Bu yazıda kimine bizzat tanık
olduğum, kimini eş dosttan dinlediğim, kimini de Hemşinlilerle ilgili
kitaplarda okuduğum, biz Hemşinlilerin dinle ilişkisine örnek olabilecek birkaç
anı, anekdot ve fıkra paylaşmak istiyorum.
Annem Temali Şaize kendi yaşıtı
bütün Hemşinli kadınlar gibi dini bütün bir insandı. İslamın farzlarını eksiksiz yerine getirmenin
dışında, vacip ve nafile kabilinden ibadetleri de önemser ve bazılarını eda
ederdi. Örneğin uzun yıllar her Perşembe
oruç tuttu, bir senesi de üç aylar orucu tutmuştu, dile kolay 90 gün.
Eşimle yeni evliyken, annem
bahçemizde yetişen bir bitkinin tohumlarından kendisinin yaptığı bir tespihi
kayınvalideme hediye etmek üzere eşime vermişti.
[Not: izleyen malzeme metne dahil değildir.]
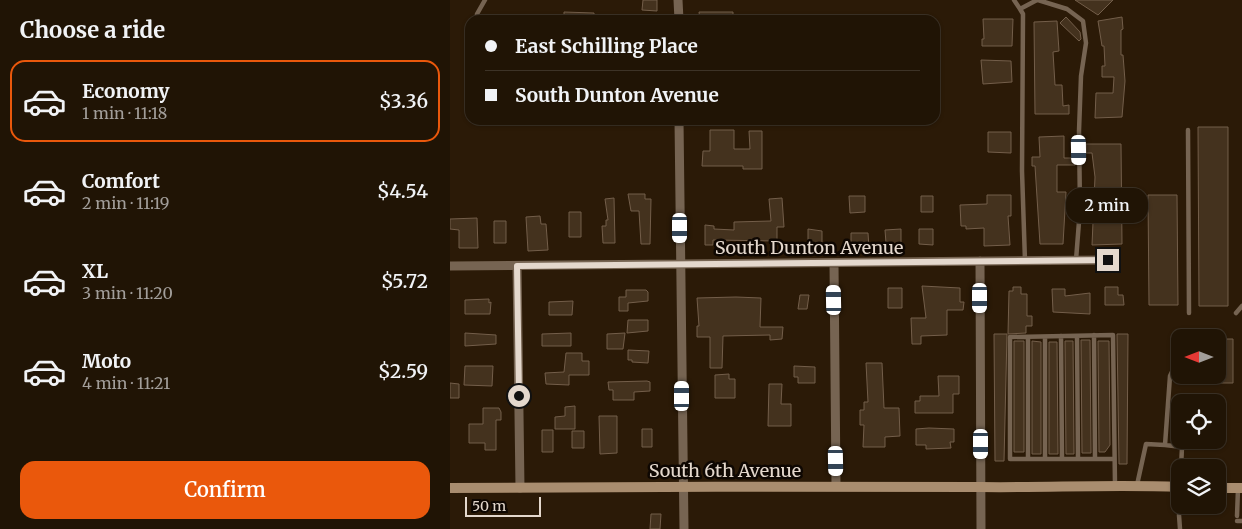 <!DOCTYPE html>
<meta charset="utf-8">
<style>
:root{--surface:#201405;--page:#2d2113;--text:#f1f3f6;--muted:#a29e9a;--line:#3d3327;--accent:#ea580c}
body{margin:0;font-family:Merriweather,serif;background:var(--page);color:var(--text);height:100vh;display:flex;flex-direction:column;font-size:19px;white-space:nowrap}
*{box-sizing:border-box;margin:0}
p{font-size:16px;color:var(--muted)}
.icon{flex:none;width:28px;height:28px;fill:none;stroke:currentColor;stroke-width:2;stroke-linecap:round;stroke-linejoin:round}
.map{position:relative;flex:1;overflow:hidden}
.panel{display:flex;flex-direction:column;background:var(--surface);width:450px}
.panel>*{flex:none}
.top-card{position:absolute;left:15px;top:15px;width:475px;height:110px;border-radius:15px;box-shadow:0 1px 4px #0004,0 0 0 1px var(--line);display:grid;align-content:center;height:110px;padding:0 20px;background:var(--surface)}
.needle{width:32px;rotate:270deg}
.buttons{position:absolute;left:721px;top:329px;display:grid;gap:10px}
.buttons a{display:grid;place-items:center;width:55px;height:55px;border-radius:10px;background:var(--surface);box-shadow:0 1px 4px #0004,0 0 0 1px var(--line);font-size:25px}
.scale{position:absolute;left:15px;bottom:12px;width:76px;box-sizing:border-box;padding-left:5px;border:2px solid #e4d8cd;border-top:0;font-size:14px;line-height:18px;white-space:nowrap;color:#e4d8cd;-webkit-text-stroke:4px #0e0702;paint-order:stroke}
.end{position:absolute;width:22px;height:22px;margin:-11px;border:6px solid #e4d8cd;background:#111;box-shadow:0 0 0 2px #111}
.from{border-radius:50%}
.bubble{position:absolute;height:35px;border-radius:15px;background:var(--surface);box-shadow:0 1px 4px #0004,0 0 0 1px var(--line);font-size:16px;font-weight:600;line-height:35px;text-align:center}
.car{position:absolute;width:15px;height:30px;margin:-15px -8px;border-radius:6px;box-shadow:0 0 4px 1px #0007;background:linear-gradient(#fff 24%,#345 0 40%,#fff 0 76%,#345 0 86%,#fff 0)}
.top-card b{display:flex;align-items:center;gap:18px;height:48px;font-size:19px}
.top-card b+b{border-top:1px solid var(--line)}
.top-card i{width:12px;height:12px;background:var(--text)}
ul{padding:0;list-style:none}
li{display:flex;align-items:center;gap:15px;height:82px;margin:0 10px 8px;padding:0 10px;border:2px solid transparent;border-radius:15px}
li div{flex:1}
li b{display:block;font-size:19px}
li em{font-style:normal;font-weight:600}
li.on{border-color:var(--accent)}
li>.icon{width:45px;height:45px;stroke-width:1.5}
h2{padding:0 20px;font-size:22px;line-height:60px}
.action{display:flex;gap:10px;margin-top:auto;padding:10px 20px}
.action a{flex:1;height:58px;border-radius:15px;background:var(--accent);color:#fff;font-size:20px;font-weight:600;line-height:58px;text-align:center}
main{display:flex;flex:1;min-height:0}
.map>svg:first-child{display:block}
</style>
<main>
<section class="panel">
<h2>Choose a ride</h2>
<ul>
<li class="on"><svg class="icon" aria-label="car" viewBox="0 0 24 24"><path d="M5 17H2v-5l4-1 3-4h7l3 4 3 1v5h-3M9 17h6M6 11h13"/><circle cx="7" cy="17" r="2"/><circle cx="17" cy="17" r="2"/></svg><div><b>Economy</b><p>1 min · 11:18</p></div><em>$3.36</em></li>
<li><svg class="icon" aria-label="car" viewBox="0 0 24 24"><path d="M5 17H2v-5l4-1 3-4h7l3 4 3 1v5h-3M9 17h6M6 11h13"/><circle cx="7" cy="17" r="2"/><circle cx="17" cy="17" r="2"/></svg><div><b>Comfort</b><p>2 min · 11:19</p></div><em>$4.54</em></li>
<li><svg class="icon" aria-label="car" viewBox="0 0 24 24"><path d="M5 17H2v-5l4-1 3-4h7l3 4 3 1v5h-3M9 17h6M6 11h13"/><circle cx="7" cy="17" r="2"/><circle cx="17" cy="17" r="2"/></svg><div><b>XL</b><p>3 min · 11:20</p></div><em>$5.72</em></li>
<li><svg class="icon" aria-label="car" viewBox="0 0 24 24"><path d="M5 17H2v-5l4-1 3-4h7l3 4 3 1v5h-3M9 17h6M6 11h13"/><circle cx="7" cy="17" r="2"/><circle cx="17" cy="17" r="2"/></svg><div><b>Moto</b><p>4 min · 11:21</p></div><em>$2.59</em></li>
</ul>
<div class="action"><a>Confirm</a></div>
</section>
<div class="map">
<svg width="792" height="529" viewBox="0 0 792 529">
<rect width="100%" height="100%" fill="#2b1a07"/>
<path fill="#44321e" stroke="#735e4a" d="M193,0H207V11L192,10Z
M625,0H663L648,15Z
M114,12L144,13V20H114Z
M249,12H283V20H250Z
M616,17L630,32L631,39L629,41L610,23Z
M672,17L673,29L671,30V55H673L675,81L672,117L645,118L646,93H663L664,77H652V66H655L654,46H652L648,21Z
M533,19H563L562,46H532V39H534Z
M607,21L609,51L603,52L605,85H612L613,106L619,105V114H585L584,22Z
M531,60L561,61L562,82L533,84Z
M748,127H778V306H749Z
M260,130H284V149H300L299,131H312V169H293V166H252L253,151H260Z
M538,132H561V153L538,152Z
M614,136V158H625V165H607V192H616L613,244H590L585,166H582V157H590L589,137Z
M636,144H671L672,244L642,245L645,177L642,153H636Z
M178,194H195V199H201L200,244H191L189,211H181Z
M537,195H561V216H558L560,245L534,246V228L516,229V226H511L510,205L537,204Z
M698,195H727L728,305H699Z
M399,196H415V212L400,213Z
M471,196H483V212H471Z
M164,198L165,243H153L152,226H156V220H158L155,199Z
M332,198L334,227H327V241L263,240V245H255V225L264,226V229L284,230V222L321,221L319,199Z
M119,212H131V237H119Z
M90,216L91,224H96L98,250L78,251L76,217Z
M27,218L28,248H9V230L0,229V219Z
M44,221H56V243H44Z
M358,229L372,231V246H358Z
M451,229V243H448V246H438V243H436L435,230Z
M469,229H483V245L469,244Z
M401,233H418L419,248L401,249Z
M472,286L510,288V302H514L513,310H497V335L471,336V344H462L461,318H476Z
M563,287H571V294H577V316H582V326H576V333L558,334L559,291H563Z
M655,287H668V295H673L674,305H655Z
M438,288H452V308H438Z
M602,289H615V296L640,293V314L603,312Z
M176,290H196L198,292V301L178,303V311H169V297H176Z
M350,295H359L357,309H348Z
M286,297L311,298L310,327H333L332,339L320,340V335L273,336L272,368H260V337H247V326H249L247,298Z
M39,299V303L41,302L40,314H15V300Z
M123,301L122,315H99V302Z
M178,320H198V331L177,333Z
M15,333L46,335V344L15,346Z
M121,333V346H92V334Z
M175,333L173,349H157V334Z
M544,334H557L554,461H545Z
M667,334H678L677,464H669Z
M768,339H783V383H761L759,375H768Z
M631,340H640L641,453H632Z
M564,341H574V452H564Z
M582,341L591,342V454H582Z
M615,341H623L624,454H616Z
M648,341H659L660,445L655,452H649Z
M599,342H607L608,454H599Z
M178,350L199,351L198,363L182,362V360H178Z
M116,353H132V361H139V375H119V385L96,384L95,373L114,372Z
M416,363H432L434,408H449L450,436L435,437V447H413L414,425H410V410H414V402H418Z
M15,366H43L42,386L14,385Z
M344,366L365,367V383H348V377H344Z
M279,374V379H285V398H265V375Z
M488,376H509V394H503V413H465V401H470V396H489Z
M197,381L200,382V391L184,392V400H163V390H159L158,382Z
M0,383L9,384V398H0Z
M319,384H332L331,404H341V426H318Z
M125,406V429H105V417L115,416V407Z
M33,408H49L51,412V420H46V450H35V443H19V424H33Z
M149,416H167V453L150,454Z
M479,428L504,429V442H500L501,448L476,449V445H466V429Z
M192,429H202V447H192Z
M92,430H103V452H92Z
M122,431H134V448H122Z
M201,514H211L210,529H200Z"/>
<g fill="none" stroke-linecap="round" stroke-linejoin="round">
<path stroke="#766452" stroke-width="4.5" d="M564,0L570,9L587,0
M588,0L617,9L633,21L636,43L631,76L629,131L630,209L626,260
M570,9L573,14L572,171L575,261
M27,14L35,0
M738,130L739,313
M786,313L792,306
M644,335L645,459
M611,336L612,459
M627,336L628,459
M595,337V459
M715,445L732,447L731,468
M578,459V337
M664,459H560V337L663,335L665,485
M687,485L696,444L715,445L720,376L730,355
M729,515L730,529
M787,516L788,489
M787,521H792"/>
<path stroke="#766452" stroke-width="9" d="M228,0L229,20
M229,120L234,529
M530,261L531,529
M384,263L386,485
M0,266L658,260
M67,266L70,488"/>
<path stroke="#a98d6f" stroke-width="10" d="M0,488C177,487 353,486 530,487C596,488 663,484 730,487
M768,488H792"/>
</g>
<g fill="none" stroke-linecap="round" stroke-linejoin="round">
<path stroke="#e4d8cd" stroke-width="6" d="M69,396L67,266L658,260"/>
</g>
<g text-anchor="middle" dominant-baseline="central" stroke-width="5" stroke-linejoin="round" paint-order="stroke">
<g font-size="18" fill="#e4d8cd" stroke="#0e0702">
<text x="359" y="247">South Dunton Avenue</text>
<text x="275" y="470">South 6th Avenue</text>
</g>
</g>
</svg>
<div class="buttons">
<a><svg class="needle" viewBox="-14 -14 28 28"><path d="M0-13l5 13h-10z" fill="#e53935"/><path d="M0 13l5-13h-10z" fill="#a29e9a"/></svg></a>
<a><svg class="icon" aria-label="locate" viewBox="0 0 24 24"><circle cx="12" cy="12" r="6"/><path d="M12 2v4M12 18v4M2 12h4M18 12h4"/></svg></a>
<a><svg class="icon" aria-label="layers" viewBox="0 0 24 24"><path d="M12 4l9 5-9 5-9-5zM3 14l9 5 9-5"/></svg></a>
</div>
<div class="scale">50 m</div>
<i class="end from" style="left:69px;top:396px"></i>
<i class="end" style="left:658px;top:260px"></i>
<div class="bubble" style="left:616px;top:188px;width:82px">2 min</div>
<i class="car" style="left:629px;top:150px;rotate:179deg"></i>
<i class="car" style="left:230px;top:228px;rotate:180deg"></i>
<i class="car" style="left:530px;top:298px;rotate:180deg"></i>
<i class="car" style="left:384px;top:300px;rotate:359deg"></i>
<i class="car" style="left:232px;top:396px;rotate:0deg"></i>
<i class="car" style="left:531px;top:444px;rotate:180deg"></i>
<i class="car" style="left:386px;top:461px;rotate:179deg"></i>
<div class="top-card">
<b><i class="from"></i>East Schilling Place</b>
<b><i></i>South Dunton Avenue</b>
</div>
</div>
</main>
Eşim, ailesinin Alevi olduğunu ve annesinin
namaz kılmadığını söyleyince annem, “Oyla olur mi, sonra obir dünyada
karanlukta uşüyorum, korkiyorum diye yalvarınca ona kim yardum edacak ?” diye
sormuştu.
Bi keresinde de; İstanbul’da
içkili lokanta işletirken Almanya’ya gittikten sonra, kendini iyice dine veren
dayım, memlekete ziyaretimize gelmişti. Dayım, eşimi karşısına almış, hararetle
bildik dini telkinlerde bulunurken, annem dayımın arkasından “Sen buna aldırma,
bu iyice kafayı dine taktı” anlamında kaş göz işaretleri yapmıştı.
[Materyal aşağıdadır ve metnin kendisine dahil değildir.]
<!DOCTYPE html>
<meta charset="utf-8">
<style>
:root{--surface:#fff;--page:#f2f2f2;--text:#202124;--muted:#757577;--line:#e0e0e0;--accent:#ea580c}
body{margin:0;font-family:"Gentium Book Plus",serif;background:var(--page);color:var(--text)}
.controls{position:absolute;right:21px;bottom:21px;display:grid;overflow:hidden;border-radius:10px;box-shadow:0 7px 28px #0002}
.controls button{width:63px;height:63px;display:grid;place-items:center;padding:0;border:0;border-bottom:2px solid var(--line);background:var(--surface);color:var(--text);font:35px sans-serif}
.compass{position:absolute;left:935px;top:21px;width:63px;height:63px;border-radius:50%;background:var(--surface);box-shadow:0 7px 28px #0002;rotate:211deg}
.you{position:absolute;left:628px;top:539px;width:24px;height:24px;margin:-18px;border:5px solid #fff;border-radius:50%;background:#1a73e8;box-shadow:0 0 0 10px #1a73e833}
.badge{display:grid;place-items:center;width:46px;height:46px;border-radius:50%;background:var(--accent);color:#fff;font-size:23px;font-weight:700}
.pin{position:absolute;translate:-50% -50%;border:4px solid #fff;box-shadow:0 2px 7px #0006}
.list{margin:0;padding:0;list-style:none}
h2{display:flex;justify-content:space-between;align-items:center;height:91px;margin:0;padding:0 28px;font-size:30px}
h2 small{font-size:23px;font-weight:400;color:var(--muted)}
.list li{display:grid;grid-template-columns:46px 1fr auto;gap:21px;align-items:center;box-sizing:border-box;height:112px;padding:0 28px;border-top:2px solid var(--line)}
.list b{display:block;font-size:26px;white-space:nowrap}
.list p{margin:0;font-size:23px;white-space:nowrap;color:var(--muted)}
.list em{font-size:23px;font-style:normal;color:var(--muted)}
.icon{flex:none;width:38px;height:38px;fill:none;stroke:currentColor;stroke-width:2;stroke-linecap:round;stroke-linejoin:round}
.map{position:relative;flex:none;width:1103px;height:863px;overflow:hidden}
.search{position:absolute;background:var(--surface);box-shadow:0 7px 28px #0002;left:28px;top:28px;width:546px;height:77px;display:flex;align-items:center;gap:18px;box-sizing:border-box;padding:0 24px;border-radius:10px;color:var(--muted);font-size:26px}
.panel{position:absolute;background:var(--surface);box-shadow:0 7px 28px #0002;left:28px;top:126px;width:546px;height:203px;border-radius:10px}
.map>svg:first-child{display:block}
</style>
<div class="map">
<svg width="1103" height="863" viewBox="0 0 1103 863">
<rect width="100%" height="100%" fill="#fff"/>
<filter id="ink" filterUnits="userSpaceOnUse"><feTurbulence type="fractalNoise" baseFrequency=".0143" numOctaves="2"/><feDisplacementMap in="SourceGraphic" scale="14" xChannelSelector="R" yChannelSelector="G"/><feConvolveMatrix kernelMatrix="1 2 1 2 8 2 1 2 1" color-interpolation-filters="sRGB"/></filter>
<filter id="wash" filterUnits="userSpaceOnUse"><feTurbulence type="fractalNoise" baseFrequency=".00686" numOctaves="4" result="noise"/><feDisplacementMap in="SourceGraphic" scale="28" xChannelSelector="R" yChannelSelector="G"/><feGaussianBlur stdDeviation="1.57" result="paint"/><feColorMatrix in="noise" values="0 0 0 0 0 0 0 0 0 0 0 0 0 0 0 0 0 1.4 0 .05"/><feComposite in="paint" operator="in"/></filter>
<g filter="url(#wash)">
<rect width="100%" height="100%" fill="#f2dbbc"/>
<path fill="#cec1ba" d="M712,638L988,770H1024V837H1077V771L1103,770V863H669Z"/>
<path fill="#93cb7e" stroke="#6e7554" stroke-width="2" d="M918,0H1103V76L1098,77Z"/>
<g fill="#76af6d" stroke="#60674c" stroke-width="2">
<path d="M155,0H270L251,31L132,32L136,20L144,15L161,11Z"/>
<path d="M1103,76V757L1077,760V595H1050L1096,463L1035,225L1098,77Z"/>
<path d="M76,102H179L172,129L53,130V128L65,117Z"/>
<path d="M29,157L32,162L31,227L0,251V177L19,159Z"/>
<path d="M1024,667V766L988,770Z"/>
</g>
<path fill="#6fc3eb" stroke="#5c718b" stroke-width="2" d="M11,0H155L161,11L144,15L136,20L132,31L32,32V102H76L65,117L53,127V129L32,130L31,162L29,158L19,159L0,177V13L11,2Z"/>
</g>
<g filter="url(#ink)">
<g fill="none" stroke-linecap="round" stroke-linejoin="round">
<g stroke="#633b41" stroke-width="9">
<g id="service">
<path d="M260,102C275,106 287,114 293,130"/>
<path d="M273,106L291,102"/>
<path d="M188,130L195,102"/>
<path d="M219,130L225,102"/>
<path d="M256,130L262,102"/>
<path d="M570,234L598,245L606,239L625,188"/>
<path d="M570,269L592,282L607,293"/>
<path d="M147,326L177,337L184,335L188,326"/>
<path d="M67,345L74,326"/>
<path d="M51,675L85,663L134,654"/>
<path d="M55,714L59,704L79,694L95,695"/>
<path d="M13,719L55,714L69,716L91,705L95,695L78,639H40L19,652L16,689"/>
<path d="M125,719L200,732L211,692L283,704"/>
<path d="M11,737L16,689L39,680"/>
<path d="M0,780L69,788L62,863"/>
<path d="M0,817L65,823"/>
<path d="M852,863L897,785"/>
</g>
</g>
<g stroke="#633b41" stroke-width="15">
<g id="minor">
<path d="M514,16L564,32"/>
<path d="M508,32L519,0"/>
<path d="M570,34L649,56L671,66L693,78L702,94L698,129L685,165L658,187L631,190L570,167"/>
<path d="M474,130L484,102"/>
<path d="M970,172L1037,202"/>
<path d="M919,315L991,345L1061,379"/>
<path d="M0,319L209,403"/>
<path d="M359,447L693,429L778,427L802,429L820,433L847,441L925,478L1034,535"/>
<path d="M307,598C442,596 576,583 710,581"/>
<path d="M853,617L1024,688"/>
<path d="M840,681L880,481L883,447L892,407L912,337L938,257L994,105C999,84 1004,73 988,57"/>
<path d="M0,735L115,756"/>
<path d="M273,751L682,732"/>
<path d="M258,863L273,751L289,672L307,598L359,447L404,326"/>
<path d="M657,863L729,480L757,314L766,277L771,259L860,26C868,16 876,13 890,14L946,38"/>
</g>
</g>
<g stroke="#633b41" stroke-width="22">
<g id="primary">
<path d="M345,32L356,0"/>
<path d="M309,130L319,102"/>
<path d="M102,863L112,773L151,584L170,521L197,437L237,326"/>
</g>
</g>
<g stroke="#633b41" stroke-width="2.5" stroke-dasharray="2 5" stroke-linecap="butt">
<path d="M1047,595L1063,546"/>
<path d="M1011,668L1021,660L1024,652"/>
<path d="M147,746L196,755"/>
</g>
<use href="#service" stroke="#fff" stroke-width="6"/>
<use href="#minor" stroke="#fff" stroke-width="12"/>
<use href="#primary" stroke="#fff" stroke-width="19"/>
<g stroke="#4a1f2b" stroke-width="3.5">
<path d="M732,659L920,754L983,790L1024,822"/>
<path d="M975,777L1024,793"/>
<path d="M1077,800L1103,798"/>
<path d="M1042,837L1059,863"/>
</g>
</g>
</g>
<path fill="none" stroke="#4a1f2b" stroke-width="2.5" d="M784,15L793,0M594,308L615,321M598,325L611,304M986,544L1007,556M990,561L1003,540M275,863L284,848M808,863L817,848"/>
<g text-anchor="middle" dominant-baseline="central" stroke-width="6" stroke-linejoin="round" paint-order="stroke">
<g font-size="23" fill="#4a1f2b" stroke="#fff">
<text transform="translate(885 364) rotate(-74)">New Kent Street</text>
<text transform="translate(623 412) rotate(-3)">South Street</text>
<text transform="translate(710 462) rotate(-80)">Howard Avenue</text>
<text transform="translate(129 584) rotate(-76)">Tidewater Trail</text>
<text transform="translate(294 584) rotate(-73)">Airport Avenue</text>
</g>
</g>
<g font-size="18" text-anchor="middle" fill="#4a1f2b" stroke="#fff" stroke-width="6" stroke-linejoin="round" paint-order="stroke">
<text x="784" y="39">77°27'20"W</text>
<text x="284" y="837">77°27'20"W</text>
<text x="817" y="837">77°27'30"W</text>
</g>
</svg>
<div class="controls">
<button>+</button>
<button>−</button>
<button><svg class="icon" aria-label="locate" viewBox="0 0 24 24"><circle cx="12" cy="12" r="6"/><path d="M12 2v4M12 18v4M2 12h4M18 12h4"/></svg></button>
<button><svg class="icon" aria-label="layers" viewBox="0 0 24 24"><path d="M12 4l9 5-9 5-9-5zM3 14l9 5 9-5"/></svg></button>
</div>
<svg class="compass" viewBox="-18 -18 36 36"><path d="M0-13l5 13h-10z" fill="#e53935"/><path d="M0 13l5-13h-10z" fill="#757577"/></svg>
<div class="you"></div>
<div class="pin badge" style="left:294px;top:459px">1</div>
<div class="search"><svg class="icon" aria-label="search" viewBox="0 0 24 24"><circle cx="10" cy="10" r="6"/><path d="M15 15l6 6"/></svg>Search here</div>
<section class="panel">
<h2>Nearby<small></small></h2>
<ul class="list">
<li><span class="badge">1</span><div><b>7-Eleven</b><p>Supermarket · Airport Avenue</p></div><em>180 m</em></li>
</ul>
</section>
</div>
Rahmetli annemle ilgili son bir anıyı
da derleme kaynaklarımdan koca çınar Altun Karahan (Tsotsin) yengeden
aktarayım. Kemalpaşa’da evimizin yolu üzerinde Tsotsin yengenin evinin
bitişiğinde bir tarlamız var. Çocukluğumda pirinç ekerdi bizimkiler, sonraki
yıllarda mısır ekerdik. Şimdi apartmanlar sardı etrafını... Bir gün, kuvvetli
bir fırtına sonrası annem, tarlada bir şeyler konuşarak çalışıyormuş. O esnada
kapıda olan Tsotsin yenge annemin sesini duyunca birkaç adım atarak yaklaşmış,
bakmış ki annem tek başına çalışıyor, “Allaysa Şaize modet ook ç’go u, um hed
xabred gu pembalu hedev” (Allaysa Şaize
yanında kimse yok da, kiminle konuşuyordun deminden beridir) diye sorunca
annem, “ İiiii Tsotsin” diyor, “İsa polor torxele Ella Ella aselov torxetsi, ka
Ellan zate isa polor pobadzça u” (Buraları ekerken hep Allah Allah diyerek ektim ama
Allah buralara hiç uğramamış) diye cevap veriyor. Meğer fırtına mısır filizlerini olduğu gibi
kırmış, yatırmış, hasat alacak bir şey bırakmamış tarlada. Tsotsin “ Ka
Aspadze, ka Şaize, inç aster, ka Alla xayir versun” (Ka Şaize ne dedin, ka Alla hayir versin, ka ne diyorsun?) deyince
annem “İii Tsotsin tun al isa panes millatis assoğ u gungoğes” (İii sotsin sen de bundan sonra millete bunu
anlatıp duracaksın) demiş, karşılıklı dertleşip gülmüşler. Gerçekten de
annemin ölümünden neredeyse 20 yıl sonra geçen yıl yaylada anlattı bu anıyı
Tsotsin yenge.
Hazır yaylaya gelmişken oradan
devam edelim. Bilbilan Fatmeçayir yaylasıdır bizim yaylamız. Beşiroğlu Hacı
Kadir’in evi ile bizim evler yaylanın en üst kısmında yan yana sıralanmıştır.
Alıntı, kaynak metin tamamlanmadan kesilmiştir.